This style transfer is possible through both textual inversion and dreambooth models, though they take a while to train.

https://textual-inversion.github.io/

https://dreambooth.github.io/


Training can be done in under an hour[1], really not that long. And yes, what OP is saying is already possible, which seems to be par for the course for this "new" AI space, as it's moving so fast.

[1] https://colab.research.google.com/github/TheLastBen/fast-sta...


It is possible, but right now it still takes quite a bit of time and effort to get it right.

The main challenge is finding the right balance between "make something that looks exactly like this" and "put it in a completely different context". Better similarity equals less flexibility.

For now, the most effective combination will be artist + AI, although it does feel a bit like those that incorporate it in their workflow are helping to dig their own grave.


Do you happen to have any screenshots of what you mean? I’m really curious to see dreambooth’s capabilities in the field, and it sounds like you’ve had experience with some of its pitfalls.


Basically OP says that overfitting is a common pitfall, you don't want to overtrain the model, because then everything will look like your training data, and vice versa with not enough training steps. So it's a bit of a balance. If you search for "dreambooth" on the SD subreddit, you will see a lot of examples of dreambooth results and also some that show overfitted and underfitted results. https://www.reddit.com/r/StableDiffusion/search?q=dreambooth...


"AI" is only copy-pasting elements from a database of existing images. It's effectively just a fancy image search engine.

You can use it to make procedurally-generated art, but it's still obvious what the source material was.


It's pretty impressive that Stable Diffusion can compress over 200TB of already previously compressed images from LAION 5B down to a few gigabytes! And that it can search that database so quickly to copy and paste things from the right images! /s

There's a lot of good discussion to be had around the ethics of AI art, training on copyrighted materials, etc. But it is equivocally not just copy pasting from a database of images.


Yes, neural network compression is, indeed, very impressive.

> But it is equivocally not just copy pasting from a database of images.

Just because you put a lossy compression step in the middle doesn't mean it's not copy-paste anymore.


This isn’t true, but it’s 4am, and I regret that I can’t type out a full rebuttal on my phone.

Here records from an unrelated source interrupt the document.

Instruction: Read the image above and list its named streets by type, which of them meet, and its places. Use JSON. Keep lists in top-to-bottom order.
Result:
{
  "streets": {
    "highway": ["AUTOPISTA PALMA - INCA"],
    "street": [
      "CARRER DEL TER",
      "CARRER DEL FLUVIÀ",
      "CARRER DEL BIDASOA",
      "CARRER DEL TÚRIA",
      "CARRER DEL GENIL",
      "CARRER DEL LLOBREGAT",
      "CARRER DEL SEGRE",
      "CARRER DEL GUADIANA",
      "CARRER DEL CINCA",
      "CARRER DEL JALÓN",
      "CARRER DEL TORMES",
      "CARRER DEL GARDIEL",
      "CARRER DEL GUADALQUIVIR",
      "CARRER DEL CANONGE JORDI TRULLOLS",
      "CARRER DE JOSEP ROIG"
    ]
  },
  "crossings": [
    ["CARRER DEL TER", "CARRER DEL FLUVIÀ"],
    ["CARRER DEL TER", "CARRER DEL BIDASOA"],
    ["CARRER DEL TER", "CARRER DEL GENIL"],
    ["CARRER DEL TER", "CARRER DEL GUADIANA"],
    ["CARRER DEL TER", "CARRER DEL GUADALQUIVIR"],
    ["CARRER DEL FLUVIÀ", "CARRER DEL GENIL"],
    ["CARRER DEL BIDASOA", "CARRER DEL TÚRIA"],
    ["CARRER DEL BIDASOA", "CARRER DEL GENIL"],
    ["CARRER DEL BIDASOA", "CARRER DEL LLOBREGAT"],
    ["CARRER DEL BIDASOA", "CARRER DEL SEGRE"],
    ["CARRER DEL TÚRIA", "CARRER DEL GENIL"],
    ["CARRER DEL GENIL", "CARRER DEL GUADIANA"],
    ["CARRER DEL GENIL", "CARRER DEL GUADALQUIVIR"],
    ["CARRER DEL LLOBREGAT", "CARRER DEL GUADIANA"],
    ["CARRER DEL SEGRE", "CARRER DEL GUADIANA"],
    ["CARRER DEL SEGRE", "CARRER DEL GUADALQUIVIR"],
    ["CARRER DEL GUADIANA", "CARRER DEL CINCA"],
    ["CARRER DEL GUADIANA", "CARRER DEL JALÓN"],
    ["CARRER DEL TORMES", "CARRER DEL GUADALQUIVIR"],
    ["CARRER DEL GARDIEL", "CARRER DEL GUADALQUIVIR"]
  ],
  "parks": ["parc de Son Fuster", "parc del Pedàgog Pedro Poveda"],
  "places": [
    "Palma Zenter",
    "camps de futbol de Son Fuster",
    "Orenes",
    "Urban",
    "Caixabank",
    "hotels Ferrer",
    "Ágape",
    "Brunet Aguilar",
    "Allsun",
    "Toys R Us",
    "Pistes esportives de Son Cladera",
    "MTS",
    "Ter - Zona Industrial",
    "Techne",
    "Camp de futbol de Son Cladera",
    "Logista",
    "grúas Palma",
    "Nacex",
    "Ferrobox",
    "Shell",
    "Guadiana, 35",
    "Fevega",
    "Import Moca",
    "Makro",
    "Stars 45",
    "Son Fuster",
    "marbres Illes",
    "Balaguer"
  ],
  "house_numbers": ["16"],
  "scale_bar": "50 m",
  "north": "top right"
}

One obvious counterexample is stylegan interpolations. If you interpolate between two images, the midpoint is usually unique — it’s often not obvious what the source material was. (E.g. Gwern’s anime interpolations; sure, they’re anime faces, but from where? “All of danbooru” might as well be “all styles of anime ever created.”)

Maybe someone else can argue the point further.


Go to your favorite image search engine and try to replicate anything AI has generated. It's impossible. The results you get from image search are nowhere near as specific as what the AI produces. It's not even close. The only time image search can compete is when you are highly specific, e.g. "painting of the Mono Lisa", both AI and image search will produce very similar results. But for a generic prompt, image search will come up with nothing that gets even close to the query, while AI can produce a highly specific image.

DreamBooth really should have destroyed all doubt about this point point, as the AI can generated highly specific images of subjects that aren't even in the original training set.


> as the AI can generated highly specific images of subjects that aren't even in the original training set

I haven't seen any concrete examples of this yet.


As a hobby game programmer stable diffusion looks exciting, the idea of quickly generating some assets for a game jam is very appealing. But as a hobby musician it strikes me hard. I want to write, compose and play my own music, so I would understand someone feeling the same with regards to hand drawing arts. This whole stable diffusion is exciting on one side, but on the other makes me wonder what we will be left with once this technology reaches higher capabilities?


Initially I had similar misgivings (I make visual art professionally and music as a hobby) but then I realised AI will not prevent me from creating my own stuff, it might just give me more options to use. A big part of my motivation is enjoying the artistic process itself, and I still get to choose my process. In terms of a productivity boost, it can give me the same boost as everyone else. Possibly even more as I have decades of experience. The biggest negative effect I anticipate is an endless stream of low effort content, bit TBH I think we were already there before the AI arrived. I feel this is more a matter of mental hygiene and culture and how we use technology, rather than the technology itself.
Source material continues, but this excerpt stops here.